#### Task prompt:
Note how many lines in the entries contain the string "stream", then give that number and nothing else.

#### Exercise materials:
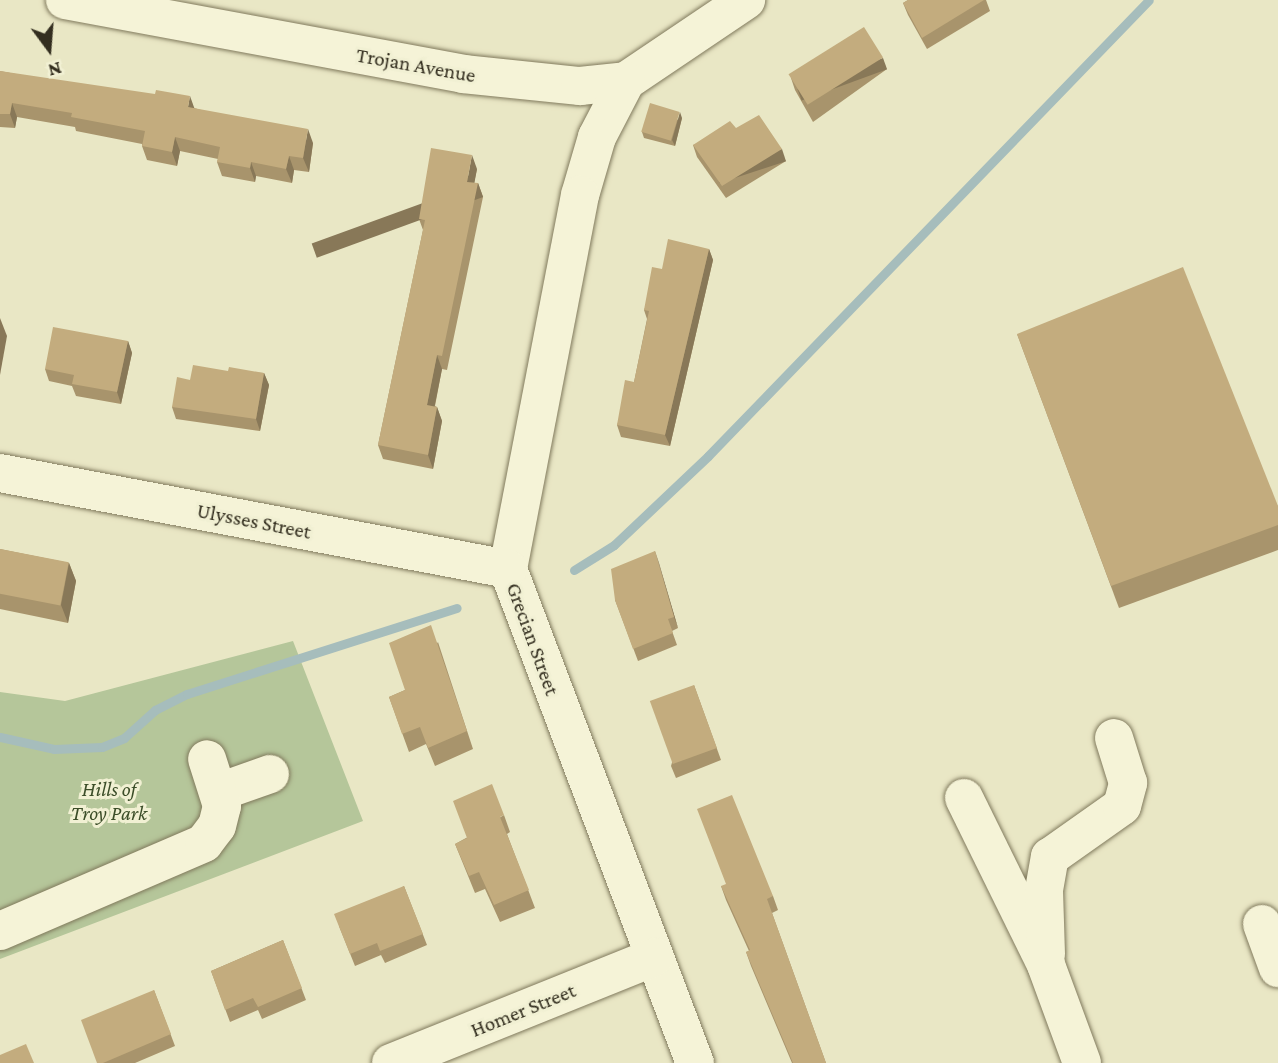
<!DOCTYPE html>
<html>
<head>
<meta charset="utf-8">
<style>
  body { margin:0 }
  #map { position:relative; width:1278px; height:1063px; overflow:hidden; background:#e9e7c5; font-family:"Crimson Pro",serif }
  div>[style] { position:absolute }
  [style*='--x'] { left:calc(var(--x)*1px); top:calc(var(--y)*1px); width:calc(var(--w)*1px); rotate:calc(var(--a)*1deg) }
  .green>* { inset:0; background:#b5c69a }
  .stream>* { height:9px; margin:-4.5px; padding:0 4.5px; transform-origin:4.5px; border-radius:4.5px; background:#a6bdbc }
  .roads { filter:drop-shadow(0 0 2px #817a5d) drop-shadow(0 0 2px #817a5d) }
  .minor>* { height:38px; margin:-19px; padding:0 19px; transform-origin:19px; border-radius:19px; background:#f5f3d7 }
  .wall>* { inset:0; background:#a8946c }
  .shaded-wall>* { inset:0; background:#887858; transform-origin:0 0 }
  .building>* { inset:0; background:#c3ac7e; transform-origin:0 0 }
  span { translate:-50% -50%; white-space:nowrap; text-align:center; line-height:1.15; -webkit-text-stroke:6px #f1f0d3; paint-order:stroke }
  .street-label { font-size:21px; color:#332e1f }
  .park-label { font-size:21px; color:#3b4d28; font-style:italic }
  .north { position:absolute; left:14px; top:14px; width:70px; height:70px; -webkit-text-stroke:5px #f1f0d3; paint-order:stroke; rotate:164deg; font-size:19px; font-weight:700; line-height:28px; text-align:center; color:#332e1f }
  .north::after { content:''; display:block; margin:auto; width:24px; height:32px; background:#332e1f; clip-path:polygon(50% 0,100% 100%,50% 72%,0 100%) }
</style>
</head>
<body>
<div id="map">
  <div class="green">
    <div style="clip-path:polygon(293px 641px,363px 821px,0 959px,0 692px,65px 701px)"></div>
  </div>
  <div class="stream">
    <div style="--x:574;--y:570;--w:47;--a:-32"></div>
    <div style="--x:614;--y:545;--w:129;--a:-43.4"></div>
    <div style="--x:708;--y:456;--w:634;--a:-45.96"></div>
    <div style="--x:0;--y:737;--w:55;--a:12.5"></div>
    <div style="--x:54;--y:749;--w:48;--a:-2.4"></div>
    <div style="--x:102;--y:747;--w:24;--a:-22"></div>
    <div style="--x:124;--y:738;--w:42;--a:-42.1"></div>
    <div style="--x:155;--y:710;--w:36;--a:-27"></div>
    <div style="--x:187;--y:694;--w:283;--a:-17.7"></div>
  </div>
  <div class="roads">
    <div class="minor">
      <div style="--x:65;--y:0;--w:405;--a:10.5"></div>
      <div style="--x:463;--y:74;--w:118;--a:5.9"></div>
      <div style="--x:580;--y:86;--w:46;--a:-6.2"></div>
      <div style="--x:626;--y:81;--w:145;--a:-34"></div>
      <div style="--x:626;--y:81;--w:63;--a:117.4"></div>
      <div style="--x:597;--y:137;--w:60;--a:106.3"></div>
      <div style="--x:580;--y:195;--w:381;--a:100.9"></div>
      <div style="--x:508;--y:569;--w:528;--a:69.27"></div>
      <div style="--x:0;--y:473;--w:517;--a:10.7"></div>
      <div style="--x:219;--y:792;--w:54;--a:-19.4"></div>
      <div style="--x:964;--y:798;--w:186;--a:63.8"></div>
      <div style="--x:1046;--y:965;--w:104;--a:69.8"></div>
      <div style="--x:1262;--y:924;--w:47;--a:70"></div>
      <div style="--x:0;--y:931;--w:222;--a:-23.3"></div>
      <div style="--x:204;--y:843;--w:21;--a:-53"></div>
      <div style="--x:217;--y:826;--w:21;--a:-76"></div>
      <div style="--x:222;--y:806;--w:49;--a:-107.7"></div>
      <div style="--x:1046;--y:954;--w:64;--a:-91.8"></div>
      <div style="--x:1044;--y:890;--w:34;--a:-80"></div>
      <div style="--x:1050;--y:857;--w:88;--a:-35.3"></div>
      <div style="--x:1122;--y:806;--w:24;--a:-75"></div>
      <div style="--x:1128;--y:783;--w:47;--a:-107.3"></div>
      <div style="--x:391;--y:1063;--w:284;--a:-21.9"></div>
    </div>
  </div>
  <div class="wall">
    <div style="clip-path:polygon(908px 0,986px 0,990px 11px,927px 49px,908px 15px,903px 3px)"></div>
    <div style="clip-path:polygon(887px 69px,813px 122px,795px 90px,791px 78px)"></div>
    <div style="clip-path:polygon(0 71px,194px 108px,313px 143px,309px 172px,294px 170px,292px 183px,256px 176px,255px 182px,222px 176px,217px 162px,218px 159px,180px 151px,177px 166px,147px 160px,142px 146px,142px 144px,76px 131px,75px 127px,17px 117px,15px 128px,0 127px)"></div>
    <div style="clip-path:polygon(682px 118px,675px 146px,644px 138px,642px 132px)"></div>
    <div style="clip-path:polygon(736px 128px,786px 161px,726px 198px,697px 157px,693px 145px)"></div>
    <div style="clip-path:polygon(477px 169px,474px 183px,478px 183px,483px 197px,447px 370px,442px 369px,435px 406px,437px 407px,442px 421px,433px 469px,383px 459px,378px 445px,423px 230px,419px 219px)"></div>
    <div style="clip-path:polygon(709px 249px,713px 260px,670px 446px,621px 437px,617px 425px,634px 382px,647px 319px,644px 310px,662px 269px)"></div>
    <div style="clip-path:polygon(1017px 334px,1278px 506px,1278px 550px,1119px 608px)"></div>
    <div style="clip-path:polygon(128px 341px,132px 353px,121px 404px,76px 396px,72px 386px,49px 381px,45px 369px)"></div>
    <div style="clip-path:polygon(228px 371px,264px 373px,269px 385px,260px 431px,176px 419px,172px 407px,190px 380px)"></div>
    <div style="clip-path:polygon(0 549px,69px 563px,76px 581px,68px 623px,0 609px)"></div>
    <div style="clip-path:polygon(655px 551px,678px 628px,672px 631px,677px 645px,638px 661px,615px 600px)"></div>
    <div style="clip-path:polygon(438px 642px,473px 749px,435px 766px,426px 744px,409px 752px,389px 697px,405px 690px)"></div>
    <div style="clip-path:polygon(694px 685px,721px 760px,676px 778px,671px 766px)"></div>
    <div style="clip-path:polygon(504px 815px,510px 832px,507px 834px,535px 908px,500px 922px,485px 889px,475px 893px,455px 844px,466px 838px)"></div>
    <div style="clip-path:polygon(404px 886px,427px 945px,385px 963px,381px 955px,355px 966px,339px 926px)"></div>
    <div style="clip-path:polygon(721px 886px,773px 896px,778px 910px,772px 913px,826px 1063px,792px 1063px,751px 966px,746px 952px,749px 951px,726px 900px)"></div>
    <div style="clip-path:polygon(283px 940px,306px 1000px,262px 1019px,258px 1010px,230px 1022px,211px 971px)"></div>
    <div style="clip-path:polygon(154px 990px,175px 1046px,135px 1063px,97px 1063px)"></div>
  </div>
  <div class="shaded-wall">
    <div style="left:883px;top:58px;width:12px;height:91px;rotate:70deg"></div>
    <div style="clip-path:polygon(190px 96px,195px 110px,188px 107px)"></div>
    <div style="clip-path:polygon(12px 103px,17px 117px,15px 128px,10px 114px)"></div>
    <div style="clip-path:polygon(680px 112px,682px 118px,675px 146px,672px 140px)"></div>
    <div style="clip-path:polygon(308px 129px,313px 143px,309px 172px,303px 158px)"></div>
    <div style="clip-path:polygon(175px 137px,180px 151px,177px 166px,172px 152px)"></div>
    <div style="left:782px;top:149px;width:13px;height:70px;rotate:72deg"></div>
    <div style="clip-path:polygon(472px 155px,477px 169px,472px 196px,467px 182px)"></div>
    <div style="clip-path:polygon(289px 156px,294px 170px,292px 183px,286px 169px)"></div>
    <div style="clip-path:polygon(251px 162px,256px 176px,255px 182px,250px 168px)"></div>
    <div style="left:478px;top:183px;width:15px;height:177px;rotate:70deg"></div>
    <div style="clip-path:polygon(709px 249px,713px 260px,670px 446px,665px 435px)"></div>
    <div style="clip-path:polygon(0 318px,7px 336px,0 375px)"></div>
    <div style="clip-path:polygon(128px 341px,132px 353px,121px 404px,117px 392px)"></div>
    <div style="clip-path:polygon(437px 355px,442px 369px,432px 419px,427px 405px)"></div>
    <div style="clip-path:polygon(264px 373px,269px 385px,260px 431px,256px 419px)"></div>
    <div style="clip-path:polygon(437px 407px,442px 421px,433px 469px,428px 455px)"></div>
    <div style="clip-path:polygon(655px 551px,659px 563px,678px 628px,674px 617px)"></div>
    <div style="clip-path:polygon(69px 563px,76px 581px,68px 623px,61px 605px)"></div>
  </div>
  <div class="building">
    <div style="clip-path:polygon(908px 0,984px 0,922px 38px,903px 3px)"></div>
    <div style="left:864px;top:27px;width:36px;height:89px;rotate:58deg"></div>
    <div style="clip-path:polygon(0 71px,155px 94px,156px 90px,190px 96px,188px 107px,308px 129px,303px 158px,289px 156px,286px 169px,251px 162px,250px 168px,217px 162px,220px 147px,175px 137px,172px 152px,142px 146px,145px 131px,71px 117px,72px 113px,12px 103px,10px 114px,0 114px)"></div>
    <div style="left:650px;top:103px;width:31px;height:30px;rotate:17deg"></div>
    <div style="clip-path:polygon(759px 115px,782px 149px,722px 186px,693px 145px,730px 121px,736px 128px)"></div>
    <div style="clip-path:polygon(431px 148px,472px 155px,467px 182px,478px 183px,442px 356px,437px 355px,427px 405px,437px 407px,428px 455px,378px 445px,425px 220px,419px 219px)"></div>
    <div style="clip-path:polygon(668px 239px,709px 249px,665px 435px,617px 425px,625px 380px,634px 382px,649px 311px,644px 310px,652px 267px,662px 269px)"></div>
    <div style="clip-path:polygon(1183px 267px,1278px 506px,1278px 525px,1111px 586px,1017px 334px)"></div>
    <div style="clip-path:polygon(53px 327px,128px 341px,117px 392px,72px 384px,74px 375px,45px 369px)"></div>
    <div style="clip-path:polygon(193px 365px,228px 371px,229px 367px,264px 373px,256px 419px,172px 407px,177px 377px,190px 380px)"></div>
    <div style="left:0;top:549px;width:70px;height:44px;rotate:11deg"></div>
    <div style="clip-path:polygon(655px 551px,674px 617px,668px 619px,673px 633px,633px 649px,615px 600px,611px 569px)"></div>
    <div style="clip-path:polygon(431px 625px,467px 731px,428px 748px,420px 727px,402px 734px,389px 697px,405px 690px,389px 643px)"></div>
    <div style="left:694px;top:685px;width:67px;height:47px;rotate:70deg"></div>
    <div style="clip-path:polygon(492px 784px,504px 815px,500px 817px,529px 890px,494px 905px,479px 872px,469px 876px,455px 844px,467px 838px,453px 801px)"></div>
    <div style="clip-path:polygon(732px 795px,773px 896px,767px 899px,826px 1063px,793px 1063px,746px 952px,750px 950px,721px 886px,726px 884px,697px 809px)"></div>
    <div style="clip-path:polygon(404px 886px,423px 934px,380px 951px,377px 943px,350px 954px,334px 914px)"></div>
    <div style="clip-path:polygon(283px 940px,302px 988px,258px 1007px,253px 998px,225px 1010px,211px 971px)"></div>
    <div style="clip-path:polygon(154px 990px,171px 1034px,103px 1063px,97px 1063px,81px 1020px)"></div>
    <div style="clip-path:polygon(26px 1044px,34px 1063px,0 1063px,0 1055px)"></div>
  </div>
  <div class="street-label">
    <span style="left:416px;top:65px;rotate:10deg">Trojan Avenue</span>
    <span style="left:254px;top:521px;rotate:11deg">Ulysses Street</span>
    <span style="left:533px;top:639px;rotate:70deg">Grecian Street</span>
    <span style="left:523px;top:1010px;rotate:-22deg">Homer Street</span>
  </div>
  <div class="park-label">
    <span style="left:109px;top:801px">Hills of<br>Troy Park</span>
  </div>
  <div class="north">N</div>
</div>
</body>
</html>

#### Solved problem:
2